YOUR GOAL: From the line that contains "position:absolute; right:18px; bottom:18px;" through the line that contains "margin:0; padding:0; list-style:none", output every line of the listing below exactly and leave out all the rest.

RECORDS:
>>
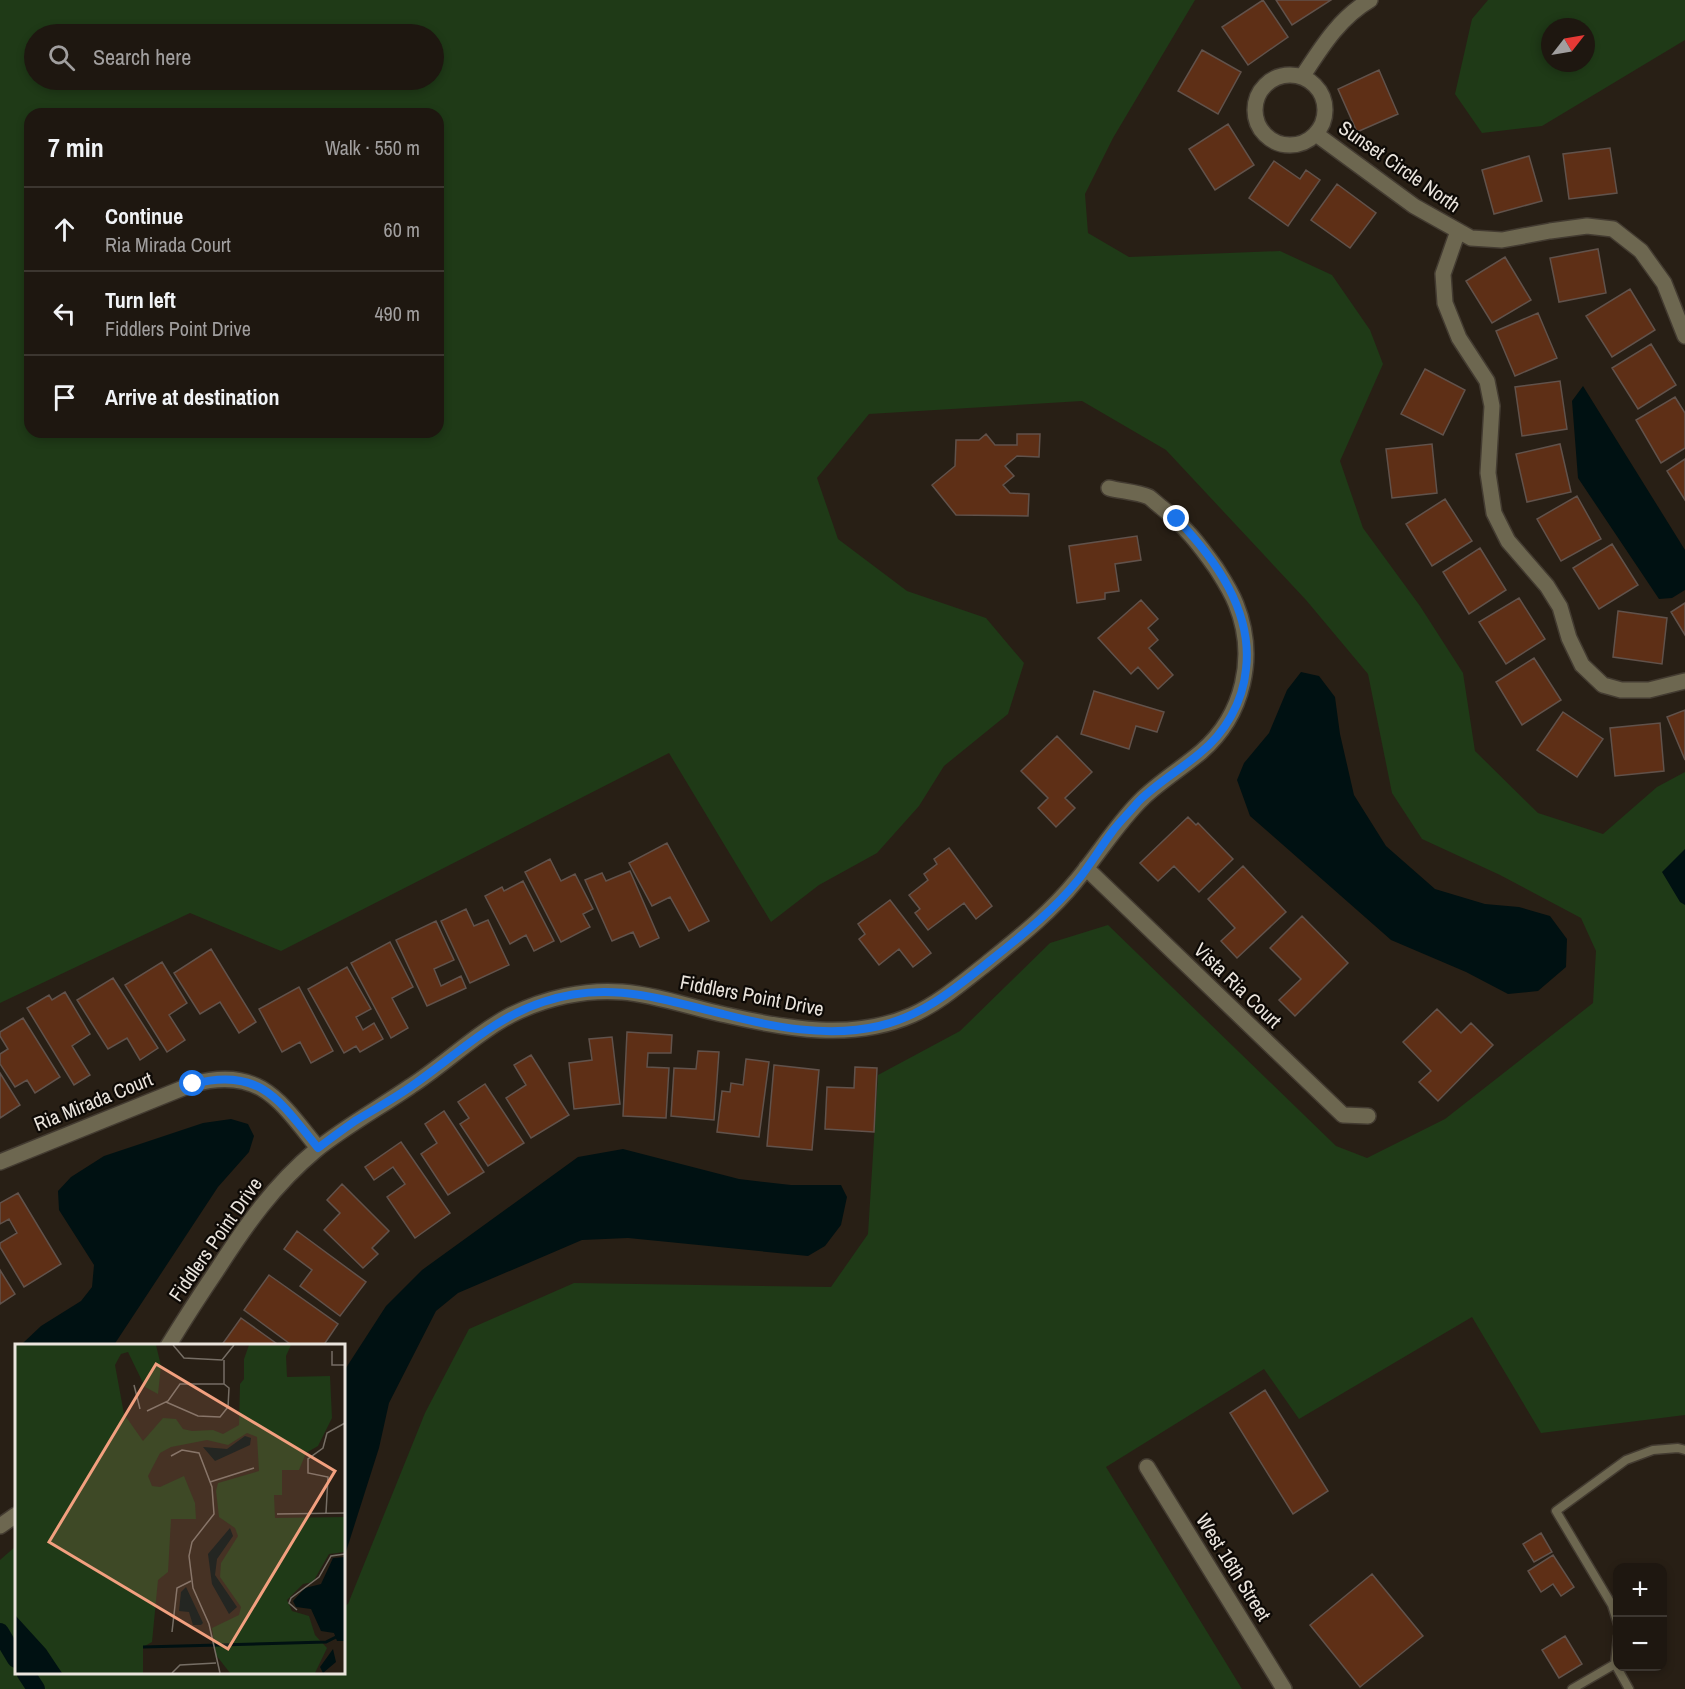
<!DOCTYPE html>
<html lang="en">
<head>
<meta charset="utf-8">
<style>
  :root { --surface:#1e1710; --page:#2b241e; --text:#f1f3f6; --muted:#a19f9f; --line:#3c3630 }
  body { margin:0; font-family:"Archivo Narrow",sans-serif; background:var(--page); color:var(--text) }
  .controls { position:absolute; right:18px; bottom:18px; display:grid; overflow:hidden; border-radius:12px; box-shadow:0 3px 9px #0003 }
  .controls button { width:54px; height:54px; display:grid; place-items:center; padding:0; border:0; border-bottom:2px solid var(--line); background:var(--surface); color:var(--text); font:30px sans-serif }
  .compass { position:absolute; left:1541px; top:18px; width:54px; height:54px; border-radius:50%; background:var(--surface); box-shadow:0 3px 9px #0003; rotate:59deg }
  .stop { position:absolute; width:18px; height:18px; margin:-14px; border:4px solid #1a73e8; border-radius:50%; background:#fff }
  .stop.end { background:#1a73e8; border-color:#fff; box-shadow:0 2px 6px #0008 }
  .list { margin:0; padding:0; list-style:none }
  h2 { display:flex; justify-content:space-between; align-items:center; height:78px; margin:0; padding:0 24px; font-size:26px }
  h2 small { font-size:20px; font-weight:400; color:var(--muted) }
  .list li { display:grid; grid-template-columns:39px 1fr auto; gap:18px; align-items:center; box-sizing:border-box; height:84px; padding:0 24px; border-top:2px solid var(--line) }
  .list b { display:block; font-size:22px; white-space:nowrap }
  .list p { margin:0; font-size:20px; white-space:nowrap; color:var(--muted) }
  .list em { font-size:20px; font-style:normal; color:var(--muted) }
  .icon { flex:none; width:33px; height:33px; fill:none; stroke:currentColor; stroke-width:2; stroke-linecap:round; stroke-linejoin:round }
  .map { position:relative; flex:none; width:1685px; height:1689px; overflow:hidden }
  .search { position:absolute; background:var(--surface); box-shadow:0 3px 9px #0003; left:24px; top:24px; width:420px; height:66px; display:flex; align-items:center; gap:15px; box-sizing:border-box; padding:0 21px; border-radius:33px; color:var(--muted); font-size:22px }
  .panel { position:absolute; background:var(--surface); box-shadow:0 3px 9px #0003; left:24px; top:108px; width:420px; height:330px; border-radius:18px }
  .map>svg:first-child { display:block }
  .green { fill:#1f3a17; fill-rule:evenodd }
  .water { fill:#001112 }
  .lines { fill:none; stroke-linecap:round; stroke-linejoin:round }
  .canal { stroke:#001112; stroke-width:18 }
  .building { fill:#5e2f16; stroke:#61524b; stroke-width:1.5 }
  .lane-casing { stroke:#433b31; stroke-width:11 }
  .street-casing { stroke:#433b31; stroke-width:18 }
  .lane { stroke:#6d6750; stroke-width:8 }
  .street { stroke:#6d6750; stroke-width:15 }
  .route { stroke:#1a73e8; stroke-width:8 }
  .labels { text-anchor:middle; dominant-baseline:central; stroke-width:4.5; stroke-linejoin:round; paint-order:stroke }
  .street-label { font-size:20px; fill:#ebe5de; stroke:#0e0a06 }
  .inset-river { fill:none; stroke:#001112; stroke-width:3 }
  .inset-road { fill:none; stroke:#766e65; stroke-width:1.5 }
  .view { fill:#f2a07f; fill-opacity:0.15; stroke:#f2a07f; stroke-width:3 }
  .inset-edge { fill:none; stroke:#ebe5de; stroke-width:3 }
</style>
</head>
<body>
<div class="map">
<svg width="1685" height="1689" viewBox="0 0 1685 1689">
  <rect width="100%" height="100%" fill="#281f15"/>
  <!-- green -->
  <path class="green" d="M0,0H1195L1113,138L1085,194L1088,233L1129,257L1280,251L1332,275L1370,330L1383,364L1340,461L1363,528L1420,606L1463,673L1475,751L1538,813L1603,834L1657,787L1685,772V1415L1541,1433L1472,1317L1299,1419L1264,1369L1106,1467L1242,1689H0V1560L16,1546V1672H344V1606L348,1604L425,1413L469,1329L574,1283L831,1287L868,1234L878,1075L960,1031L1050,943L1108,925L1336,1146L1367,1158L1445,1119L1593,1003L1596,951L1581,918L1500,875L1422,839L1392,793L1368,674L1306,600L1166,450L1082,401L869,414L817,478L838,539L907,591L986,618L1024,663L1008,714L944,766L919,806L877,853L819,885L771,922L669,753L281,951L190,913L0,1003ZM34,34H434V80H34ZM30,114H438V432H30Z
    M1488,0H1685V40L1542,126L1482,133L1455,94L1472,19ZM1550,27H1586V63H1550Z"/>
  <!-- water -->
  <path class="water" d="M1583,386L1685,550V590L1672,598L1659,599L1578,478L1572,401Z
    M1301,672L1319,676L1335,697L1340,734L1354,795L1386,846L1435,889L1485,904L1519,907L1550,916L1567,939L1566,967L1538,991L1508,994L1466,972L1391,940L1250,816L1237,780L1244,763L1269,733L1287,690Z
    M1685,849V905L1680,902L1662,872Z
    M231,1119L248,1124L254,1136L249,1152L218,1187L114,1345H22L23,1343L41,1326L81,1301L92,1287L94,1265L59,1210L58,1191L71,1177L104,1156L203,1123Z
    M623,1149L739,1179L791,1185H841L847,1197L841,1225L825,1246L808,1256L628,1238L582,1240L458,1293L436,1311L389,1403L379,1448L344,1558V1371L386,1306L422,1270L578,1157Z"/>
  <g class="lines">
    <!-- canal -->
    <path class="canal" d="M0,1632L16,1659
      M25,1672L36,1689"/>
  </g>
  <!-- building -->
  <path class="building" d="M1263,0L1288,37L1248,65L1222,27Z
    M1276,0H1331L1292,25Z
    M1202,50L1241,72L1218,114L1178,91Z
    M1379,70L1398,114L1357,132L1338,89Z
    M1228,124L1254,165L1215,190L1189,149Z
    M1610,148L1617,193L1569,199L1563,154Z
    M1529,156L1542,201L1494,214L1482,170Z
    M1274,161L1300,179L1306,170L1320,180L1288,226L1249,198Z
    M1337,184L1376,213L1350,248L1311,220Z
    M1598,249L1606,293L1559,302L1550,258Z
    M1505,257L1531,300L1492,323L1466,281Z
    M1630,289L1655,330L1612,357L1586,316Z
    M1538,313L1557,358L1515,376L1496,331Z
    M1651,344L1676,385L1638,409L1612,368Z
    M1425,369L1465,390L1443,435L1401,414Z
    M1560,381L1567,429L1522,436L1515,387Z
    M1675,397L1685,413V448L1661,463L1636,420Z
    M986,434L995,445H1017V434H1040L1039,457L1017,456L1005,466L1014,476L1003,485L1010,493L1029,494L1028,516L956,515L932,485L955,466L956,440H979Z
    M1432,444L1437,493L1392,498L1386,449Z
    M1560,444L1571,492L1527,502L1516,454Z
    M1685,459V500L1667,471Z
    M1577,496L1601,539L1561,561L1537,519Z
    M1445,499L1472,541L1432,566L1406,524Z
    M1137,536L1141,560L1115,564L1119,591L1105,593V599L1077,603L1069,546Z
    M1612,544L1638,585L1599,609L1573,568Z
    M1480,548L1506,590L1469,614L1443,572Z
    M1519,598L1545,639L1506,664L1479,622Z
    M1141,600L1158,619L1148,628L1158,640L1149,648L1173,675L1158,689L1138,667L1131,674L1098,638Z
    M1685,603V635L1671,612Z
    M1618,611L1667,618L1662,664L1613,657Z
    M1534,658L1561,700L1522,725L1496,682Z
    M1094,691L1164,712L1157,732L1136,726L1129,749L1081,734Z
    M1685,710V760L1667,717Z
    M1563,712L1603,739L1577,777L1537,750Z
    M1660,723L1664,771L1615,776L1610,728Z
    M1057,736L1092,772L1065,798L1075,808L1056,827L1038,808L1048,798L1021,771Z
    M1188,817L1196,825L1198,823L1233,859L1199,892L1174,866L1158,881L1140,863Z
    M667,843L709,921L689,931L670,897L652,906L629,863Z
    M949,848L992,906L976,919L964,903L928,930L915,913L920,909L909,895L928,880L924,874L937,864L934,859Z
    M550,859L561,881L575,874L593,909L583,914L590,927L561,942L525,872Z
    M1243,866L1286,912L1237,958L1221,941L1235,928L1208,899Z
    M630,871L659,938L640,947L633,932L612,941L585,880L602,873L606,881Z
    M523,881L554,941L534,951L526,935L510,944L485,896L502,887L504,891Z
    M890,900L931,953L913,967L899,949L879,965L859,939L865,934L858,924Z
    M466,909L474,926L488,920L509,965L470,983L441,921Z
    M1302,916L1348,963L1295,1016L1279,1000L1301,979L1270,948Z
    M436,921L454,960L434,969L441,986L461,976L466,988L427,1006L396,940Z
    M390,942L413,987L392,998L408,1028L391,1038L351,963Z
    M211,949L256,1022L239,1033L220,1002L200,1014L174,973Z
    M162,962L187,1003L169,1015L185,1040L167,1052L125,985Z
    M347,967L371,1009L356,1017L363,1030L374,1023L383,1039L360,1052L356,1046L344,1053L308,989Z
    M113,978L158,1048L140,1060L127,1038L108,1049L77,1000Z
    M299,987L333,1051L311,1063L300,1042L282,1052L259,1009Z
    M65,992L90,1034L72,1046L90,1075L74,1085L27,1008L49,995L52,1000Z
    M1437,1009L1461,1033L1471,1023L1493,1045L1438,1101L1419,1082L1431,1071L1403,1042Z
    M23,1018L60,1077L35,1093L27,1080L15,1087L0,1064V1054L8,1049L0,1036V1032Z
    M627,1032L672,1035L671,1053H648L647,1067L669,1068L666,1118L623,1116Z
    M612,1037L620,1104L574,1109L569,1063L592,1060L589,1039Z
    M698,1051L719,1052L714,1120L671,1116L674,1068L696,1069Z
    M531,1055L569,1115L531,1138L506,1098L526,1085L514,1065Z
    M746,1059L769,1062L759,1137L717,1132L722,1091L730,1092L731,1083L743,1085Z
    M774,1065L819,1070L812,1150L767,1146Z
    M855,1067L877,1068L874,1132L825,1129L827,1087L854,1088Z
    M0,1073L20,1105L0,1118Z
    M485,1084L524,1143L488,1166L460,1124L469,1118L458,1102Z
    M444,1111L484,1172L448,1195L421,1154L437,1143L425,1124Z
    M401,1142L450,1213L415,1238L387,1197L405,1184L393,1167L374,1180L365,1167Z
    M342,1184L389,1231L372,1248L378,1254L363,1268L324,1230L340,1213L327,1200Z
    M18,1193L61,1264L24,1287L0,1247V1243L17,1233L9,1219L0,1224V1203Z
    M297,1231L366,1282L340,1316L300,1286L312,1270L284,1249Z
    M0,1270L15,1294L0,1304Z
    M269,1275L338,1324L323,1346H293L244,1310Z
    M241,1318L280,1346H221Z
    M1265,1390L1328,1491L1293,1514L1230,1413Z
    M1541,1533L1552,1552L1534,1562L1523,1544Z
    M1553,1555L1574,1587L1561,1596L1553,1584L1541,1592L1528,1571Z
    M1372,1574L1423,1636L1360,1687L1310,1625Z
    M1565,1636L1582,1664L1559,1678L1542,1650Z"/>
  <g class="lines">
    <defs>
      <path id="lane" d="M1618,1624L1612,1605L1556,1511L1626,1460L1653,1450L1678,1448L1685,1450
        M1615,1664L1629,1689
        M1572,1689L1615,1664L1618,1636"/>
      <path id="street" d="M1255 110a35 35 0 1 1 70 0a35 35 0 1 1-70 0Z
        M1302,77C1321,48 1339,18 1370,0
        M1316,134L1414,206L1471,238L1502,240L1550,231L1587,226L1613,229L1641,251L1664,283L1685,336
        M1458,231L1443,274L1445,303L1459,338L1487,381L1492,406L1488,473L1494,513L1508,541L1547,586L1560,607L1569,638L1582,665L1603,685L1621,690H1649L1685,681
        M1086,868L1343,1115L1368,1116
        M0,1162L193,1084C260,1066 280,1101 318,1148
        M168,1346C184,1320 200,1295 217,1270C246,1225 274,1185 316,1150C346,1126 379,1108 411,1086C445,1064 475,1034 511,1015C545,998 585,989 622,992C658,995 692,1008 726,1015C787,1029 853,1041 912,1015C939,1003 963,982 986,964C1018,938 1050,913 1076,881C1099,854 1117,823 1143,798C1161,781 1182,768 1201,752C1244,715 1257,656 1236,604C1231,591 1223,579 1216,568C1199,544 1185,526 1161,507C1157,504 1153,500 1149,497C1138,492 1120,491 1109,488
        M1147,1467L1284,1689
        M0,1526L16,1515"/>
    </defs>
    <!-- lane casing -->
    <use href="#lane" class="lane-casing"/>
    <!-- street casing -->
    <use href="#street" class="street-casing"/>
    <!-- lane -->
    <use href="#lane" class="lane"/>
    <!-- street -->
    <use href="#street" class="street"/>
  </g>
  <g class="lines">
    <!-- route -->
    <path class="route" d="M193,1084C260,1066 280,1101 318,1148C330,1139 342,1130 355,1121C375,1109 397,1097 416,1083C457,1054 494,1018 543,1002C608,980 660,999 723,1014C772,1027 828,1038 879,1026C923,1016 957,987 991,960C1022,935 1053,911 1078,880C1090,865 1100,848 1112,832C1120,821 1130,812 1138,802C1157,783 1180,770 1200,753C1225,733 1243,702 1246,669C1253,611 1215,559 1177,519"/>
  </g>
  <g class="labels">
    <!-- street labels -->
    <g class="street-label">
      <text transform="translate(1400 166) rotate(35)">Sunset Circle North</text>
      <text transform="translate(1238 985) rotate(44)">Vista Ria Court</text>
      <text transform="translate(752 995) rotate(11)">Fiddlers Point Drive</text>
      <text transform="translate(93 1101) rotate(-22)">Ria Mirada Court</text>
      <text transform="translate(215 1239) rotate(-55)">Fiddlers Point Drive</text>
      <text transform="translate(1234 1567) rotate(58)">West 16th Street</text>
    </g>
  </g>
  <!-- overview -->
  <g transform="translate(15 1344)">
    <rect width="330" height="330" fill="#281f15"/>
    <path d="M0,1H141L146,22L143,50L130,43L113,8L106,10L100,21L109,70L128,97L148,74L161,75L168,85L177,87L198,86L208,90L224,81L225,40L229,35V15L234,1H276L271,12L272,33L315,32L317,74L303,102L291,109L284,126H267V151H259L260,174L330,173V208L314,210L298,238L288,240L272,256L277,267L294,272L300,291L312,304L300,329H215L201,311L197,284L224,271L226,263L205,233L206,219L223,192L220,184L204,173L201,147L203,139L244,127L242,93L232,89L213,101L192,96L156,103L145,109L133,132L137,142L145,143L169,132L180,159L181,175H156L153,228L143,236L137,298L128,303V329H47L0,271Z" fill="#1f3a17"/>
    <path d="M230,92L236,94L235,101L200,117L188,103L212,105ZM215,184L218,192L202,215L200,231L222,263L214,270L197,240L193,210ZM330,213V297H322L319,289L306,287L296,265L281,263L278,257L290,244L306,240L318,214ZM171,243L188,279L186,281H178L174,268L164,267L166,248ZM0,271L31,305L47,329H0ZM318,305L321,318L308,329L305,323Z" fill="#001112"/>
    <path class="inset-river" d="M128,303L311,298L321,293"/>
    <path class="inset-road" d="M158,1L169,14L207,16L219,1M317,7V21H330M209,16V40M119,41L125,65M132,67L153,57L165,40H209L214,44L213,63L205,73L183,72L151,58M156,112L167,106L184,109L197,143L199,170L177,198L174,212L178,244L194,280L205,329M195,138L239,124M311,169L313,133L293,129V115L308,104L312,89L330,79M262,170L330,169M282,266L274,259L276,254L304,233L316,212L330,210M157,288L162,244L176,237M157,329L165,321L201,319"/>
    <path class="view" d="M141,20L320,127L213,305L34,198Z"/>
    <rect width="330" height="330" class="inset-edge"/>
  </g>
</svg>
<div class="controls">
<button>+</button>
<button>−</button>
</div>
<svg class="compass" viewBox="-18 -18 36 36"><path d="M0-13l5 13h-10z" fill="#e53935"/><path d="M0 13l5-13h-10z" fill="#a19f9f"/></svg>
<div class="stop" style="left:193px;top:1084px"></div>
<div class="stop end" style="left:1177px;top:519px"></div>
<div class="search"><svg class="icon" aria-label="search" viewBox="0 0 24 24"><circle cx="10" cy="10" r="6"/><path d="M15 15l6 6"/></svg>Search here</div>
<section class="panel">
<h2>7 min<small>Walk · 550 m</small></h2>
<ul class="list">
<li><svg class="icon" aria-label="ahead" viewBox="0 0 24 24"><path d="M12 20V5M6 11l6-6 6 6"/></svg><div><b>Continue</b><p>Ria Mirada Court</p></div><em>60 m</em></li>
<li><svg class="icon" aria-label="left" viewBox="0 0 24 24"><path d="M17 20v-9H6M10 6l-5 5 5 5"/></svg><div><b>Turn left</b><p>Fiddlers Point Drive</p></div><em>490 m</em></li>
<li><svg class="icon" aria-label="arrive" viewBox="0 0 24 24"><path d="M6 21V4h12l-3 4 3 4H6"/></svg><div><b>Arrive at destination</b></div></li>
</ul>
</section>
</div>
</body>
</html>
<<
RESPONSE:
  .controls { position:absolute; right:18px; bottom:18px; display:grid; overflow:hidden; border-radius:12px; box-shadow:0 3px 9px #0003 }
  .controls button { width:54px; height:54px; display:grid; place-items:center; padding:0; border:0; border-bottom:2px solid var(--line); background:var(--surface); color:var(--text); font:30px sans-serif }
  .compass { position:absolute; left:1541px; top:18px; width:54px; height:54px; border-radius:50%; background:var(--surface); box-shadow:0 3px 9px #0003; rotate:59deg }
  .stop { position:absolute; width:18px; height:18px; margin:-14px; border:4px solid #1a73e8; border-radius:50%; background:#fff }
  .stop.end { background:#1a73e8; border-color:#fff; box-shadow:0 2px 6px #0008 }
  .list { margin:0; padding:0; list-style:none }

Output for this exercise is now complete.